How to complete this task: If a line of the data below holds the word "linecap", list it.

Stored data
◇ ◇ ◇

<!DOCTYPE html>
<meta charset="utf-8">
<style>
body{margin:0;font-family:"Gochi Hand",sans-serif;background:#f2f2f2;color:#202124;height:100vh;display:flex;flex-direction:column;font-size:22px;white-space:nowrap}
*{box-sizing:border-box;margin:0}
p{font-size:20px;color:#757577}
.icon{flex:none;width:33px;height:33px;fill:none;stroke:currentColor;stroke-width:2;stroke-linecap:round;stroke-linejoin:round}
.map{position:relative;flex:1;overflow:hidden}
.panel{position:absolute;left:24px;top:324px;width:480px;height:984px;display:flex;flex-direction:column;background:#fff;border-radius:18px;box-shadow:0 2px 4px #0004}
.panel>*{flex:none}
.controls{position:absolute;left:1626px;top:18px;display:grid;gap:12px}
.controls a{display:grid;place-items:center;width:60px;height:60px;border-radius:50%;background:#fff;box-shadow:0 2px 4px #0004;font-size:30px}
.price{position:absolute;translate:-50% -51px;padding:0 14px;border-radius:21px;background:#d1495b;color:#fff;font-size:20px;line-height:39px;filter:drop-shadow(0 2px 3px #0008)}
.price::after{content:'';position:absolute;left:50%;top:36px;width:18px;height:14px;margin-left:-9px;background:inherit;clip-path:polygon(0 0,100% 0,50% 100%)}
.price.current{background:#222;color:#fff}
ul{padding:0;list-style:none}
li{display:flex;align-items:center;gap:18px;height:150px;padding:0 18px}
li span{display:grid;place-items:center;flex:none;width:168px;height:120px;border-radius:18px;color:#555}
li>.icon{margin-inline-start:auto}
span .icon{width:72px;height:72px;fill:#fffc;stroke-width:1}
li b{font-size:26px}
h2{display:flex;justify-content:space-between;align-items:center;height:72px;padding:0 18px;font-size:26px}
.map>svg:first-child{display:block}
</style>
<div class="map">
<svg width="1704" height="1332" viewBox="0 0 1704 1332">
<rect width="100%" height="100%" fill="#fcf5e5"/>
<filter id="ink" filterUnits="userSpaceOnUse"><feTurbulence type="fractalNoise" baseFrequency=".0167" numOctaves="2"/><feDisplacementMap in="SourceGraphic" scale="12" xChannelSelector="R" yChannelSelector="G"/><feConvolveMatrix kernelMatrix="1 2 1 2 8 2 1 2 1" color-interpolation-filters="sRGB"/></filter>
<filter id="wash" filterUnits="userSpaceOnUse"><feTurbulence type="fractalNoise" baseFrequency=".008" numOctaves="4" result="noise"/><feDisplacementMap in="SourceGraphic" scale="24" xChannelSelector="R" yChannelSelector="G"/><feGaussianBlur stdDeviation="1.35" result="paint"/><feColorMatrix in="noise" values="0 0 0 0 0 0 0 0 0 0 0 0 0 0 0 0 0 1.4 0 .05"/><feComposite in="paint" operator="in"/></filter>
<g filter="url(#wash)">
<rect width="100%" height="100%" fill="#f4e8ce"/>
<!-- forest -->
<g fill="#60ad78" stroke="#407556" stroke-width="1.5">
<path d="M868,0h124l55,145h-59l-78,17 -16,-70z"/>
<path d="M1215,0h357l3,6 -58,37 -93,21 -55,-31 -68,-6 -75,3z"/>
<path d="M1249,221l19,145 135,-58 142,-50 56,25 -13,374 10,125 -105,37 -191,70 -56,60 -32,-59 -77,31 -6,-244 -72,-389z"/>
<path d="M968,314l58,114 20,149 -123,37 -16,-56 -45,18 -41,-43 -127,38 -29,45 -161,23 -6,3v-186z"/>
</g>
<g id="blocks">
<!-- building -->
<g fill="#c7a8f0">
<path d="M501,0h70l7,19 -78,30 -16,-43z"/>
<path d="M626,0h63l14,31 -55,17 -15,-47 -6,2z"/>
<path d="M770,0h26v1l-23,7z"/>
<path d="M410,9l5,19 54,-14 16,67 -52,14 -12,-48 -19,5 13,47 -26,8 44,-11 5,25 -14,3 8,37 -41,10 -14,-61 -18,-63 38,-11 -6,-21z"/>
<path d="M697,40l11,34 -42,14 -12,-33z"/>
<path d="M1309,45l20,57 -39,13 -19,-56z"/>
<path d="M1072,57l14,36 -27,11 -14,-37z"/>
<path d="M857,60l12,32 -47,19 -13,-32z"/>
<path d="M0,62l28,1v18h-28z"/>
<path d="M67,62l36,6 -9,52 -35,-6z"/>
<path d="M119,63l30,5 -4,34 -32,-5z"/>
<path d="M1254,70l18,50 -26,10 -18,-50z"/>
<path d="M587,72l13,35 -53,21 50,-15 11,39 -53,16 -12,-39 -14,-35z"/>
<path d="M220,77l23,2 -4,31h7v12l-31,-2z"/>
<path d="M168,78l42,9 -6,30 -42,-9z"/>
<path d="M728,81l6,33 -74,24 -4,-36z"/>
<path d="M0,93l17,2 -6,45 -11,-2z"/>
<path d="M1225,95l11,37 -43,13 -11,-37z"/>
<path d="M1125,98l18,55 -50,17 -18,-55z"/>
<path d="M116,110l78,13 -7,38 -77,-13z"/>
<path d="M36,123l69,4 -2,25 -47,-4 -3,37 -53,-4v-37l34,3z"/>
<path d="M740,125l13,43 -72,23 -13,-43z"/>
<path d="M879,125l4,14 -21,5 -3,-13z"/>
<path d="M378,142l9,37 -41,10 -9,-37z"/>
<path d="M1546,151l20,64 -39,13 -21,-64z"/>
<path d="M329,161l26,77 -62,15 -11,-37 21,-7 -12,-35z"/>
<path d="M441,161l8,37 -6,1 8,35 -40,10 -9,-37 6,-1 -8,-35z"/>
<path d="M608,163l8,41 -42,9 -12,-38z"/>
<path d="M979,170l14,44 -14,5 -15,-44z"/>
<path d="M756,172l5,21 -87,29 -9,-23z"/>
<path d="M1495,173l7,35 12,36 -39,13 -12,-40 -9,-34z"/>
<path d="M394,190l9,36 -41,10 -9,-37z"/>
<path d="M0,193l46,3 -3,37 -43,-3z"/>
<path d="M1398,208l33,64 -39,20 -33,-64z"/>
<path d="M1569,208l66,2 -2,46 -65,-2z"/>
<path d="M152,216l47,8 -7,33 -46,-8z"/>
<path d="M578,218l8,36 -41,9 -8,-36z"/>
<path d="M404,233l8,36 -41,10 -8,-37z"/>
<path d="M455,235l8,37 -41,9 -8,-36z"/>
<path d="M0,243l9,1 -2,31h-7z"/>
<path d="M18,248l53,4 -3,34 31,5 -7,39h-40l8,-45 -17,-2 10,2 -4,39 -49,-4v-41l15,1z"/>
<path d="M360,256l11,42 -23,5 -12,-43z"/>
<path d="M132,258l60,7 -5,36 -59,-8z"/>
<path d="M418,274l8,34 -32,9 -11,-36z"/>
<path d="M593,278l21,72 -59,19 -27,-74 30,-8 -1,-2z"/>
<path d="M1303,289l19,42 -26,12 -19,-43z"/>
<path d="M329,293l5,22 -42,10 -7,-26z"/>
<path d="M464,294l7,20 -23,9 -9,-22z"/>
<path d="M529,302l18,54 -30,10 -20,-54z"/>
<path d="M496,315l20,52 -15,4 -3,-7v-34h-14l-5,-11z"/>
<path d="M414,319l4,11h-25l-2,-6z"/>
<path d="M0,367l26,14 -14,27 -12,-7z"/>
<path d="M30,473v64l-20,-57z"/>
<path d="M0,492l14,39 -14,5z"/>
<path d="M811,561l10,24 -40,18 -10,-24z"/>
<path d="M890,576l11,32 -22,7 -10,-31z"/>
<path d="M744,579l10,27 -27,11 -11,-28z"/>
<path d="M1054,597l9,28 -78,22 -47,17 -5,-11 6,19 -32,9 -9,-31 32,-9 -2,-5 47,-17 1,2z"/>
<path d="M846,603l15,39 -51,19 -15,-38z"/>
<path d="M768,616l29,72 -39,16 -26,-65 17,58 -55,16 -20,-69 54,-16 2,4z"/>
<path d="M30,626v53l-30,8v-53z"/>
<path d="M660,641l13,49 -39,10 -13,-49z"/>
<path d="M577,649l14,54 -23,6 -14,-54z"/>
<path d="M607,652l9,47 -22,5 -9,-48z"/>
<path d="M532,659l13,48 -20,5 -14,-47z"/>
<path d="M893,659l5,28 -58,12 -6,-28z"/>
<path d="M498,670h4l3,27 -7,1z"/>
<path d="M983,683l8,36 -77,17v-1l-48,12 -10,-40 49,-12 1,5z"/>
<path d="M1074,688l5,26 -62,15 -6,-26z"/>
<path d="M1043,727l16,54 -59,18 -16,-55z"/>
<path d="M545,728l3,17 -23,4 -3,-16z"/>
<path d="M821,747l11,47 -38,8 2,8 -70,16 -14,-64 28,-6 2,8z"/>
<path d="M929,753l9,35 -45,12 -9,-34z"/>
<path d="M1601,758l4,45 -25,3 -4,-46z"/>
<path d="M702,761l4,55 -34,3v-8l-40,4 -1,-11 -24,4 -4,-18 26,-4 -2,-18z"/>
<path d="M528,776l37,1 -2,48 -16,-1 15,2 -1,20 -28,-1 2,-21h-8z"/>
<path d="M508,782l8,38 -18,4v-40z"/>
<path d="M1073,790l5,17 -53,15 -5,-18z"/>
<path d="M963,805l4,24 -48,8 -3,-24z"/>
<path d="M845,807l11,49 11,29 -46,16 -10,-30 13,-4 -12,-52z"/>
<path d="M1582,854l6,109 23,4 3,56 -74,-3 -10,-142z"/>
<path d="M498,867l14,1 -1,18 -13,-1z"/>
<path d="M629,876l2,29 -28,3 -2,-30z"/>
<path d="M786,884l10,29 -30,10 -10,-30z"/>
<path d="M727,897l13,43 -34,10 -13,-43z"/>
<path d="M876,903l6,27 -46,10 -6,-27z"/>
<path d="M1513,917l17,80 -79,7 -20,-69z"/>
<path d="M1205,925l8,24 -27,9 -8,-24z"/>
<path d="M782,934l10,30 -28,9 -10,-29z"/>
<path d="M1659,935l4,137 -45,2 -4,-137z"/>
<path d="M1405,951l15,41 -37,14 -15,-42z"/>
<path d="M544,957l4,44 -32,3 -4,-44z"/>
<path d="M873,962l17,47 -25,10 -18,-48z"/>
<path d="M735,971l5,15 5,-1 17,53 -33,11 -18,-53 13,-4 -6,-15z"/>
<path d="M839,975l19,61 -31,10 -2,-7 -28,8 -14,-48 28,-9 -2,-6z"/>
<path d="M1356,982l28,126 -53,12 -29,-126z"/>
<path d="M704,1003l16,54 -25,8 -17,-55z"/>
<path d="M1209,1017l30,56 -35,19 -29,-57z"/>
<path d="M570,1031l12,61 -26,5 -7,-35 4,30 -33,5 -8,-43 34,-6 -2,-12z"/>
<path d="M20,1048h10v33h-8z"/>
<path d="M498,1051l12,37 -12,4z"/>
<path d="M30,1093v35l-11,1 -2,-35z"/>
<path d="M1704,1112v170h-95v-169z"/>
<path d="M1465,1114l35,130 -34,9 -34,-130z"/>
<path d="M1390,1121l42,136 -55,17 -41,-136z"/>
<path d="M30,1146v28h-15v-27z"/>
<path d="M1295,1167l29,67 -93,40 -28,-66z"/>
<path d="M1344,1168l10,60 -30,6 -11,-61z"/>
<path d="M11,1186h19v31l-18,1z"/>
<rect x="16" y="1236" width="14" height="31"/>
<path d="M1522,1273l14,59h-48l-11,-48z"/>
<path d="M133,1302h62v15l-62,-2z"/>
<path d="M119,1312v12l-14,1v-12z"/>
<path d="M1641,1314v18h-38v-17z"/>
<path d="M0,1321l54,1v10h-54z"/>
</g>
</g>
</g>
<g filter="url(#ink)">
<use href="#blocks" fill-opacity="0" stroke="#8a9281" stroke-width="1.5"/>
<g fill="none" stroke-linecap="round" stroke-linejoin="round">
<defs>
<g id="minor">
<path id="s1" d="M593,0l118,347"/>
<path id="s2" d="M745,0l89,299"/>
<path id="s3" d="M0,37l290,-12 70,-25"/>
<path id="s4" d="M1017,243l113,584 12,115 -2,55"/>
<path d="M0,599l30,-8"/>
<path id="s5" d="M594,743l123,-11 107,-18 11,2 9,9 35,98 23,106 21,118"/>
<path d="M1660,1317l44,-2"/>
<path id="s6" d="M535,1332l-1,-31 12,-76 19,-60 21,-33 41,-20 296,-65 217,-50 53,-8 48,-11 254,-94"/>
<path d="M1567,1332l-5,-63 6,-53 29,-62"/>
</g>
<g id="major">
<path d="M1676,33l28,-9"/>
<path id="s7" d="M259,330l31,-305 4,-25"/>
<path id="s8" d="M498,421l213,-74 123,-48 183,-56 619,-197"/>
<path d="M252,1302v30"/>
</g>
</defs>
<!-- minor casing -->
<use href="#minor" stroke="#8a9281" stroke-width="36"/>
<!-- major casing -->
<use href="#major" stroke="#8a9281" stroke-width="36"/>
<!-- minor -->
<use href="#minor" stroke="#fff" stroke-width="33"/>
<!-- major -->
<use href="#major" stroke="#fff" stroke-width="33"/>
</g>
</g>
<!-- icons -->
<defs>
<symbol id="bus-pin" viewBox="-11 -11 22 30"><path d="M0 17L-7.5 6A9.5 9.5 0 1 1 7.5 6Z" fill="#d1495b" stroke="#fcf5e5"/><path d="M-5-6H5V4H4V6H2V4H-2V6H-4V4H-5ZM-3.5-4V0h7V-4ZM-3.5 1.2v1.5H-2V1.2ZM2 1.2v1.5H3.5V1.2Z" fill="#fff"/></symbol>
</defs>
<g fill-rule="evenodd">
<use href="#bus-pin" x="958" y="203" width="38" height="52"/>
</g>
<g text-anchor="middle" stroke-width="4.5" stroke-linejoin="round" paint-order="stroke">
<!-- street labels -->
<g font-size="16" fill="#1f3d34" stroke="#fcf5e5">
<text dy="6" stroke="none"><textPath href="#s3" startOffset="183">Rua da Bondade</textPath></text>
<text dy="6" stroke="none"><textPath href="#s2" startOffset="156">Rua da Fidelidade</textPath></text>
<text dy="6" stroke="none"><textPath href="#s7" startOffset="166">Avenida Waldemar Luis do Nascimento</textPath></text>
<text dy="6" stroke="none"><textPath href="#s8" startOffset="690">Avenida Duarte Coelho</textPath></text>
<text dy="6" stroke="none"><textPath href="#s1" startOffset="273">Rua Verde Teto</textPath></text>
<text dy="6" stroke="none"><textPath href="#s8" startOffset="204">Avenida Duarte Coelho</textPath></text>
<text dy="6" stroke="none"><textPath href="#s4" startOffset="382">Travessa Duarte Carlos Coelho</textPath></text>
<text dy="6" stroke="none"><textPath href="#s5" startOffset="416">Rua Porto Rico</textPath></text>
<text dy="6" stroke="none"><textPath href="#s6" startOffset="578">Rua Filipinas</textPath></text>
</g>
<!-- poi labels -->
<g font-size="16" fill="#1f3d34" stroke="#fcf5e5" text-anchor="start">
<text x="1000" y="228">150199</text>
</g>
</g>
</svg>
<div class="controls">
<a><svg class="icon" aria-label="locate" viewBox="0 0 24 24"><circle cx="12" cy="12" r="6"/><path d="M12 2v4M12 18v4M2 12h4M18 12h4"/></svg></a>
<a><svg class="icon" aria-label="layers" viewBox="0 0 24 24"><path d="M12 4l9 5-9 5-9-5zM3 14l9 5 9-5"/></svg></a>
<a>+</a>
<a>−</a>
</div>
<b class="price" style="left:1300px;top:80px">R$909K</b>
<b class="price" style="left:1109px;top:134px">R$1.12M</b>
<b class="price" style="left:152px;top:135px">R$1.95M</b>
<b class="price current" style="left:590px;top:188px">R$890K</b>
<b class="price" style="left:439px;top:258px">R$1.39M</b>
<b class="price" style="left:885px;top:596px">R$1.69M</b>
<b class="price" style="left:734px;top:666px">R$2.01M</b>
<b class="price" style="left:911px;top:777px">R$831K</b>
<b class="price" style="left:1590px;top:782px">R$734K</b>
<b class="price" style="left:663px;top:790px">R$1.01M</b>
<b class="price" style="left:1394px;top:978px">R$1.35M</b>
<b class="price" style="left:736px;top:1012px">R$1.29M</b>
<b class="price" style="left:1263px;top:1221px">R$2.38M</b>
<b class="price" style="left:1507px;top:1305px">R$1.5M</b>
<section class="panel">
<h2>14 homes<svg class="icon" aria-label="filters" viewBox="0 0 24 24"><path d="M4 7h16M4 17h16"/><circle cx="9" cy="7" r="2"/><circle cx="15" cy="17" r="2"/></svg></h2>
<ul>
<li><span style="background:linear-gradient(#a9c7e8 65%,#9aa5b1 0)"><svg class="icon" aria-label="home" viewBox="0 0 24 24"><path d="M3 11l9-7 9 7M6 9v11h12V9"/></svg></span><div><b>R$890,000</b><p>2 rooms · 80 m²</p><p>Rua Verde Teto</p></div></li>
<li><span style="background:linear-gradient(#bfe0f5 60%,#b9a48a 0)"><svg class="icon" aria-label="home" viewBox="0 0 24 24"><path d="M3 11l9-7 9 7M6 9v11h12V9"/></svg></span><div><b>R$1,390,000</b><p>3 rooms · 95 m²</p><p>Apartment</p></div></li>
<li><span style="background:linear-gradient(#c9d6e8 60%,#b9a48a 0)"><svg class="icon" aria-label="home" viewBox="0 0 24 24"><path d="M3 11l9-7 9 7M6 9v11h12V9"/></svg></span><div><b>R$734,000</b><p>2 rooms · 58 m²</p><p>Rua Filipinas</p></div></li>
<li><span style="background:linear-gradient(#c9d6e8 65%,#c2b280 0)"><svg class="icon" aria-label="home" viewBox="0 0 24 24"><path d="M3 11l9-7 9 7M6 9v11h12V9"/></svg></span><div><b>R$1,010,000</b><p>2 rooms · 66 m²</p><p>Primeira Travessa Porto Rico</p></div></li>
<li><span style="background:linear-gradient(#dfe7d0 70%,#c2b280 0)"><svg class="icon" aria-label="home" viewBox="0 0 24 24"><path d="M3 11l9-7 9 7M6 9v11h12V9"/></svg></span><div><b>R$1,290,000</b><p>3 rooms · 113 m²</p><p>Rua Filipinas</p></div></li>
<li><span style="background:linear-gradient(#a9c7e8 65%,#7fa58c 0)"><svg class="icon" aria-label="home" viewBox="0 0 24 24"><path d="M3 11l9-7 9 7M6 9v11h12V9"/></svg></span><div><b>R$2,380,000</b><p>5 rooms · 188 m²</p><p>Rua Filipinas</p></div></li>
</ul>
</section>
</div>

◇ ◇ ◇

Output below:
.icon{flex:none;width:33px;height:33px;fill:none;stroke:currentColor;stroke-width:2;stroke-linecap:round;stroke-linejoin:round}
<g fill="none" stroke-linecap="round" stroke-linejoin="round">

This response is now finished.